The specialist told me yesterday that when things in life are going badly outside the pregnancy it's easy to project those negative feelings right onto the fetus/ baby. I can completely see how that has been the case for me.
@bookworm492 Yes, both my husband and I are working on becoming self-employed and/or looking for new jobs. We have a lot of lofty goals, which are often smothered by depression and guilt from our current workplace. I think my husband will find something pretty quickly once he reaches out to some friends and acquaintances.
On my end, despite having my epilepsy since I was a teenager, I’ve always been a worker and never really had the option of being a stay-at-home daughter, wife, or mom. I think this has to change, hopefully to me working for myself remotely. I think our little family (me, DH, and DD) are really teaming up for the next phase of life, wherever it takes us, and we just have to keep ourselves top priority.

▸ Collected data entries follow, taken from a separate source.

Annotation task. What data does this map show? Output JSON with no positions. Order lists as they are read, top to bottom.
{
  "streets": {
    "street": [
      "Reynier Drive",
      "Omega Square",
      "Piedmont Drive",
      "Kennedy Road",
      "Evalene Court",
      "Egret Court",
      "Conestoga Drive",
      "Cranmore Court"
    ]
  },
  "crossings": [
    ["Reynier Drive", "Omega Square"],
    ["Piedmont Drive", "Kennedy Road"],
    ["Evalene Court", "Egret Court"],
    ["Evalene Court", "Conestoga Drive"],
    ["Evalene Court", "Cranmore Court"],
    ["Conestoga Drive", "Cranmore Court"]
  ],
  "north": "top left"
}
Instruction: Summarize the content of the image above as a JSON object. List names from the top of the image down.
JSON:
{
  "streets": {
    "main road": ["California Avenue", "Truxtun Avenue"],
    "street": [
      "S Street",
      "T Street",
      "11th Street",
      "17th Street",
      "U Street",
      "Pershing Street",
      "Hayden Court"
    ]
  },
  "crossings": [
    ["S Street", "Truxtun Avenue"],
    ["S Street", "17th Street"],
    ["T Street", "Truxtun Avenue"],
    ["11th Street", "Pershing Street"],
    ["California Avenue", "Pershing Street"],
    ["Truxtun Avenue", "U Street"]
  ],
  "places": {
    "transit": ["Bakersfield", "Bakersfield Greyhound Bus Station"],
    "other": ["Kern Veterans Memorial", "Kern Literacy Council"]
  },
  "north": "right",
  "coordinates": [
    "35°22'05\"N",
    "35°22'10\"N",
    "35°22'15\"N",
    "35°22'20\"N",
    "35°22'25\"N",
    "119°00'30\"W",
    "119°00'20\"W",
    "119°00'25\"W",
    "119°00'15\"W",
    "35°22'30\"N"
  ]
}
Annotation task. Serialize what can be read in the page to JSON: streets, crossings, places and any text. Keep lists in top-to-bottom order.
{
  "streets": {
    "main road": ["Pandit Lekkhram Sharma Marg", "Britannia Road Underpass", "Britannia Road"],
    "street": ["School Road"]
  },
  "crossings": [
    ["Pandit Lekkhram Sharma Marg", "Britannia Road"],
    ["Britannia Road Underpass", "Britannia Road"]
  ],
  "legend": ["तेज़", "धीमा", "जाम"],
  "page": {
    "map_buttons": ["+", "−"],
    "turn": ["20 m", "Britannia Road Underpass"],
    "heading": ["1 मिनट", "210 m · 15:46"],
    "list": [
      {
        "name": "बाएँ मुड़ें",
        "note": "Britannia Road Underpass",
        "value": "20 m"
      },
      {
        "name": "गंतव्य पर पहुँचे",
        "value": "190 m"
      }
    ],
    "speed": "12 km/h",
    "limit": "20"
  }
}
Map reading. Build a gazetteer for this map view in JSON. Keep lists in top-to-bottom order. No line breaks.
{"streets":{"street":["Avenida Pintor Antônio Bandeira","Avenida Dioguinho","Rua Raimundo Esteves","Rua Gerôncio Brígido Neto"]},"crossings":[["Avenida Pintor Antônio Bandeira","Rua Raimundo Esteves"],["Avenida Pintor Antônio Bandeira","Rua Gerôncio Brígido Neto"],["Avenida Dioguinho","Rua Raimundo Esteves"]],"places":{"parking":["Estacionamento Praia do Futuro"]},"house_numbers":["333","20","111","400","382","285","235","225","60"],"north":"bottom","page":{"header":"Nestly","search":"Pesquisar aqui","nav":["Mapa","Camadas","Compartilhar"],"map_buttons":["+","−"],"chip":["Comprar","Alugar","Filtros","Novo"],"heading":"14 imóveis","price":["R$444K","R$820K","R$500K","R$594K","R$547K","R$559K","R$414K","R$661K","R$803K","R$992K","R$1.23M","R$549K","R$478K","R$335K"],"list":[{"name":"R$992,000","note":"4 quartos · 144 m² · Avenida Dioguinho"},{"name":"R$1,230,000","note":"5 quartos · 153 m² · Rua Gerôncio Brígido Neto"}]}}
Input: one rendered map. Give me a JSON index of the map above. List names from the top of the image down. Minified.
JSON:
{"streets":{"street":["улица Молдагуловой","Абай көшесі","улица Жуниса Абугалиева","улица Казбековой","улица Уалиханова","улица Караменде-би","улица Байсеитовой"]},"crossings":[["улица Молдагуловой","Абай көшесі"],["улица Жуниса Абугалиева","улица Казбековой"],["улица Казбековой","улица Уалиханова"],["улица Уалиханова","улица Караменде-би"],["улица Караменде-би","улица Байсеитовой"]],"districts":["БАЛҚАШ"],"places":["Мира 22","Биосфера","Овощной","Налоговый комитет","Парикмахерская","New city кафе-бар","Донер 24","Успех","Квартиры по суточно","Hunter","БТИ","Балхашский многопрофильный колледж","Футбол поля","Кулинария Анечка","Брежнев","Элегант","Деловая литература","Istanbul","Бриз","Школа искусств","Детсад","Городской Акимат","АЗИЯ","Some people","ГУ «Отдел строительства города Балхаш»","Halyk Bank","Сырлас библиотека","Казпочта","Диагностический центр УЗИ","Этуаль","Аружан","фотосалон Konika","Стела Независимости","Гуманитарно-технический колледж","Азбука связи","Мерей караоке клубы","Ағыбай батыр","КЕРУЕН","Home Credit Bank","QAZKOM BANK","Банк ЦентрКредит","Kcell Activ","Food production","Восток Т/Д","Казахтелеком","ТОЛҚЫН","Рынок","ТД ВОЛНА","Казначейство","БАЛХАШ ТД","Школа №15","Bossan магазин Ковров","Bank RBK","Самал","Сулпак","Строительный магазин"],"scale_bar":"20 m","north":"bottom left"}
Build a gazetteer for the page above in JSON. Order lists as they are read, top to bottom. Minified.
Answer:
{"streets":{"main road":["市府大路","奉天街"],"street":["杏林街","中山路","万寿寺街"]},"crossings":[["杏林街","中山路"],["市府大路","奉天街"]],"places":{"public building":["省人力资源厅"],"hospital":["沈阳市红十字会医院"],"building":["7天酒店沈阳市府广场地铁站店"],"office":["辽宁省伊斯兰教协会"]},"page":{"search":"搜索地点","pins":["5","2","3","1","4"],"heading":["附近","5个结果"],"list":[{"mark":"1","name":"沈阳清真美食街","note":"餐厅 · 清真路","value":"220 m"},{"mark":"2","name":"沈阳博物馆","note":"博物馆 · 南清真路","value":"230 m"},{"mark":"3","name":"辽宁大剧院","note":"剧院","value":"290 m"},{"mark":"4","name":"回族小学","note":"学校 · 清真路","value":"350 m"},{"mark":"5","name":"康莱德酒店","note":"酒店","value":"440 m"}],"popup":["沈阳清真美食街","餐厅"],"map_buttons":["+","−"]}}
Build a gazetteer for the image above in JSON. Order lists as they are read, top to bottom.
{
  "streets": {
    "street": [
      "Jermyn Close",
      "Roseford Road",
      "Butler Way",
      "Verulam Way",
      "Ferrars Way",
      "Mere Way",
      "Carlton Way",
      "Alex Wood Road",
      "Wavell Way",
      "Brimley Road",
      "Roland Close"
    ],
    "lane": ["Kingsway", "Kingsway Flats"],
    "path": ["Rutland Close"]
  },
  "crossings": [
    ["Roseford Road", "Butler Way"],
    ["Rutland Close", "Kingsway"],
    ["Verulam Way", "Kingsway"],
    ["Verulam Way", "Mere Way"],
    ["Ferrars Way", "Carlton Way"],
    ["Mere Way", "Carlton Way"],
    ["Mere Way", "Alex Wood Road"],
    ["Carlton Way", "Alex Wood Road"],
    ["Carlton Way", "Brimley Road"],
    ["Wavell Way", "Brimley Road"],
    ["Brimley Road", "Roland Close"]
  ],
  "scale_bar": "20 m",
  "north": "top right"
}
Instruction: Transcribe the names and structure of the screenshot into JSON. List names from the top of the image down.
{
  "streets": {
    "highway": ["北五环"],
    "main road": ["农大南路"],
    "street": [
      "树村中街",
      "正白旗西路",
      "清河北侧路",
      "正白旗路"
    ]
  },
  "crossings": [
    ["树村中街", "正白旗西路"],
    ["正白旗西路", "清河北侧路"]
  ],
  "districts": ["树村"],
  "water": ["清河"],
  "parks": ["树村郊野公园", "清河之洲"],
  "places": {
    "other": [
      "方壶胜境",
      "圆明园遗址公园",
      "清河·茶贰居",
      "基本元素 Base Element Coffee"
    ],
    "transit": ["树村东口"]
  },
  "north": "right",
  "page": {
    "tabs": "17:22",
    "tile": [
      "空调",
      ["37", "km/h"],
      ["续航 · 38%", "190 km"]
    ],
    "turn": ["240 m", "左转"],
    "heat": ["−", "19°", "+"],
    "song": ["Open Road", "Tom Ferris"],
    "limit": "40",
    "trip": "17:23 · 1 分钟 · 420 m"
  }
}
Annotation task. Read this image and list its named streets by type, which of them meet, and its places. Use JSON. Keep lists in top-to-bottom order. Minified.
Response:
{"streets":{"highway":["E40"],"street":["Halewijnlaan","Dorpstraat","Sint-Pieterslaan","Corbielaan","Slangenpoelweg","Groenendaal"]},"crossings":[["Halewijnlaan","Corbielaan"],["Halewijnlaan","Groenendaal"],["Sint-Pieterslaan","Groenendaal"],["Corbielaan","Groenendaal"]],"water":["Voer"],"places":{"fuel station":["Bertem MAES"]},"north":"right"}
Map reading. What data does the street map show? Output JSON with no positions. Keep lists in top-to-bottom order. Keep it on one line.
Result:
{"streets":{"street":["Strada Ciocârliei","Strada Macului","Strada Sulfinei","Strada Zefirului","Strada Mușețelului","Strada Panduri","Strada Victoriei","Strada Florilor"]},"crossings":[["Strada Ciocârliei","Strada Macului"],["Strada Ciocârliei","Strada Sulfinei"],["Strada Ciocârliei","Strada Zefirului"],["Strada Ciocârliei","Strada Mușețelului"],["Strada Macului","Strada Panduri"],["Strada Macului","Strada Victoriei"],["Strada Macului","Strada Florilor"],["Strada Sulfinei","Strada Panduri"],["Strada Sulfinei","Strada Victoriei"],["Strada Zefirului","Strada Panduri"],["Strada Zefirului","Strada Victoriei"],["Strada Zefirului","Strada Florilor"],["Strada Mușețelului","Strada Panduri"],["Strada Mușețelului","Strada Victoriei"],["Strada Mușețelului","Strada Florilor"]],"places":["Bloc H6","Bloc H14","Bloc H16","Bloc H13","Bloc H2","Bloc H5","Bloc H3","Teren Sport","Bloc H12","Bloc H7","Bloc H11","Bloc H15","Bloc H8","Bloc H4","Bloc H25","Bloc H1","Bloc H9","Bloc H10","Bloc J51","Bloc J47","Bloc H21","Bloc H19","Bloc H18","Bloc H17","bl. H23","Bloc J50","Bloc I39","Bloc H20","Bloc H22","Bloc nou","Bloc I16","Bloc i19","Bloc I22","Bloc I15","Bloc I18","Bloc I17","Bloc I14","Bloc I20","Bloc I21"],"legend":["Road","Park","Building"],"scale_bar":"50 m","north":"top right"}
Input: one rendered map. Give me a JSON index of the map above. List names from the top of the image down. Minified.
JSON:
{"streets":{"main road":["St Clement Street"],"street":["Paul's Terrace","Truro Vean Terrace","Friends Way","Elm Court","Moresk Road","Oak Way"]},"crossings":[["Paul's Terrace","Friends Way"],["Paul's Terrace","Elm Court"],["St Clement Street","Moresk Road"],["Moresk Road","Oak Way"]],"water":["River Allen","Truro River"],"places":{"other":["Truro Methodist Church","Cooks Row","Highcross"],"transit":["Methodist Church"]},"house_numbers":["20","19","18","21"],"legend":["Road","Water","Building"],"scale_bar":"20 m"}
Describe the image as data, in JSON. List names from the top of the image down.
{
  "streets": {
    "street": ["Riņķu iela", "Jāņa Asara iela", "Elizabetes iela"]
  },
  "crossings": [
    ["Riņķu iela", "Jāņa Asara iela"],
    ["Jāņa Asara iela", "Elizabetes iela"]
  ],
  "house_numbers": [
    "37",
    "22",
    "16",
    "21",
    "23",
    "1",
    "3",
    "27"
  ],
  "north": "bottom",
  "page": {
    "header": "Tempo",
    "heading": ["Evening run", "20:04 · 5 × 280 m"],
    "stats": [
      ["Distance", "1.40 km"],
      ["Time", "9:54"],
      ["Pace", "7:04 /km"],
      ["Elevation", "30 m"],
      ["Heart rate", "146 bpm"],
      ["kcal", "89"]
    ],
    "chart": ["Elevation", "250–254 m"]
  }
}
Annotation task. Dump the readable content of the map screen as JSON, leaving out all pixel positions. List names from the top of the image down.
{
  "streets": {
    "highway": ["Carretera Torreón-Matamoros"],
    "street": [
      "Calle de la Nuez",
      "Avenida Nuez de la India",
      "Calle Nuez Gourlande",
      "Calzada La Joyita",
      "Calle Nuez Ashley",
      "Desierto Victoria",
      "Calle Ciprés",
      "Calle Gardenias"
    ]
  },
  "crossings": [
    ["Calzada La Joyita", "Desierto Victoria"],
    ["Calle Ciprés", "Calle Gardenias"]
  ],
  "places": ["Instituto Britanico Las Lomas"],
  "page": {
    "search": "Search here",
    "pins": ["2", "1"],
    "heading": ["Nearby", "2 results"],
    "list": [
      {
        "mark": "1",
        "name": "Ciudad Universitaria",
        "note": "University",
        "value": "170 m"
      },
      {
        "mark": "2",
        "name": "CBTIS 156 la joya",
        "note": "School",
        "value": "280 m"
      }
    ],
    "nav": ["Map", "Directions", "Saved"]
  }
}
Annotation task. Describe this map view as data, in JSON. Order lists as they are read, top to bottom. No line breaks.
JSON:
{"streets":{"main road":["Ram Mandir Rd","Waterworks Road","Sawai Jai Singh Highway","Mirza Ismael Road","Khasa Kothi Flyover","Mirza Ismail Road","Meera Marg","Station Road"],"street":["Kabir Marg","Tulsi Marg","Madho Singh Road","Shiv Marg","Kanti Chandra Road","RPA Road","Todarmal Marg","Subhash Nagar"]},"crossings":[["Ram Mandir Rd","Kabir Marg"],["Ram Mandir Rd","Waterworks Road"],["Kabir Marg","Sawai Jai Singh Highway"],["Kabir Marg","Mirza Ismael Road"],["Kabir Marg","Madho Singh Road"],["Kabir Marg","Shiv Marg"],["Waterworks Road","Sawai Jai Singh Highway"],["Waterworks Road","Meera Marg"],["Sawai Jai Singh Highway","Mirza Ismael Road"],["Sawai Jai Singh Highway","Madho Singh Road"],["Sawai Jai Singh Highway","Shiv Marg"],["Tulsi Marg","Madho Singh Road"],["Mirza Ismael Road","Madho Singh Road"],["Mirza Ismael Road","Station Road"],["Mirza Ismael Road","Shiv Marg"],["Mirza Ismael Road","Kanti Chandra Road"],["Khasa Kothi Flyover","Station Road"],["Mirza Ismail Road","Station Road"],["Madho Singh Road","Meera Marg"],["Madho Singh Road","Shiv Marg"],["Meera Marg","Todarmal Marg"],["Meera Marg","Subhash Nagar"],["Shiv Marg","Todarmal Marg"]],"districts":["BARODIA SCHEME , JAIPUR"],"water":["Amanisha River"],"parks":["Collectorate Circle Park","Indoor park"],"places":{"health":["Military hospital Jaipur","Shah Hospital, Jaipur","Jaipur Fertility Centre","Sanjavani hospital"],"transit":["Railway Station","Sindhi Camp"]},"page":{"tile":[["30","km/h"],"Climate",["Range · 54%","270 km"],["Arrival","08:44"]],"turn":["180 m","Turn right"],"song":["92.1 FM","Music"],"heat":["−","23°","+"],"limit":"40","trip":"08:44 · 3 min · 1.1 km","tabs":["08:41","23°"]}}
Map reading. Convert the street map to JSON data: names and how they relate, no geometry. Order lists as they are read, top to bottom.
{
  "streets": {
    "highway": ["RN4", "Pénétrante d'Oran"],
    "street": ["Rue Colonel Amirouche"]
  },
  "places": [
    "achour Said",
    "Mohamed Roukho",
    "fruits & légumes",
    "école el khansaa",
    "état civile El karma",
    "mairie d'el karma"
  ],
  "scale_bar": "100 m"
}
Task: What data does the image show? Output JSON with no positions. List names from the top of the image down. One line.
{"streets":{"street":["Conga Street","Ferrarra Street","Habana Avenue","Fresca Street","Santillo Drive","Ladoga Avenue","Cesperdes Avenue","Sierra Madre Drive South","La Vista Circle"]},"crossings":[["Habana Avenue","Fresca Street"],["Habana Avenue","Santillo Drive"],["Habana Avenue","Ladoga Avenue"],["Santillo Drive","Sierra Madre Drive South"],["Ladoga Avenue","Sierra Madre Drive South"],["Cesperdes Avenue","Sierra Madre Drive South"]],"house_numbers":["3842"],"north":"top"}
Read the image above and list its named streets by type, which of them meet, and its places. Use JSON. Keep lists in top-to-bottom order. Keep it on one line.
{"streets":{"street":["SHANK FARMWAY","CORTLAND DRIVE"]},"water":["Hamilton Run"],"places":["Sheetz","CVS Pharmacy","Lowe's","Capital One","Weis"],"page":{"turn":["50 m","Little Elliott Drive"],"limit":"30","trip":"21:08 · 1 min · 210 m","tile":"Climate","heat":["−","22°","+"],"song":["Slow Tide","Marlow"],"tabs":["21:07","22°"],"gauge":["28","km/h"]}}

@blueskychicago12 and @bookworm492 I’m going to check with my doctor the next visit and see if there’s any way I can see a counselor. I think it might be outside of the offices I visit for my OB/GYN, but it might be all I can get for now. For some reason, I’ve never thought of myself as somebody who should go to therapy, but this pregnancy has really brought some things to the surface. Maybe that’s one reason to look at our new baby as a sort of blessing, turning things around for us. I’ll fight to the death to make sure my kid(s) are happy, loved, and well cared for. When my parents act as grandparents, they are okay with DD. As people I work around, they are beyond horrible.
Again, thanks for letting me vent, everybody. I really appreciate the anonymous ability to share on this site. Lots of love ❤️
I too just left a horrible work environment, although not family owned. It had a huge impact on my life and I'm still trying to recover from it. Maybe try doing what my counselor said to do, which is really separate your feelings about your nuclear family and upcoming addition from your feelings about your workplace.
I'm still trying my best to take care of myself as I do find staying active and eating healthy helps.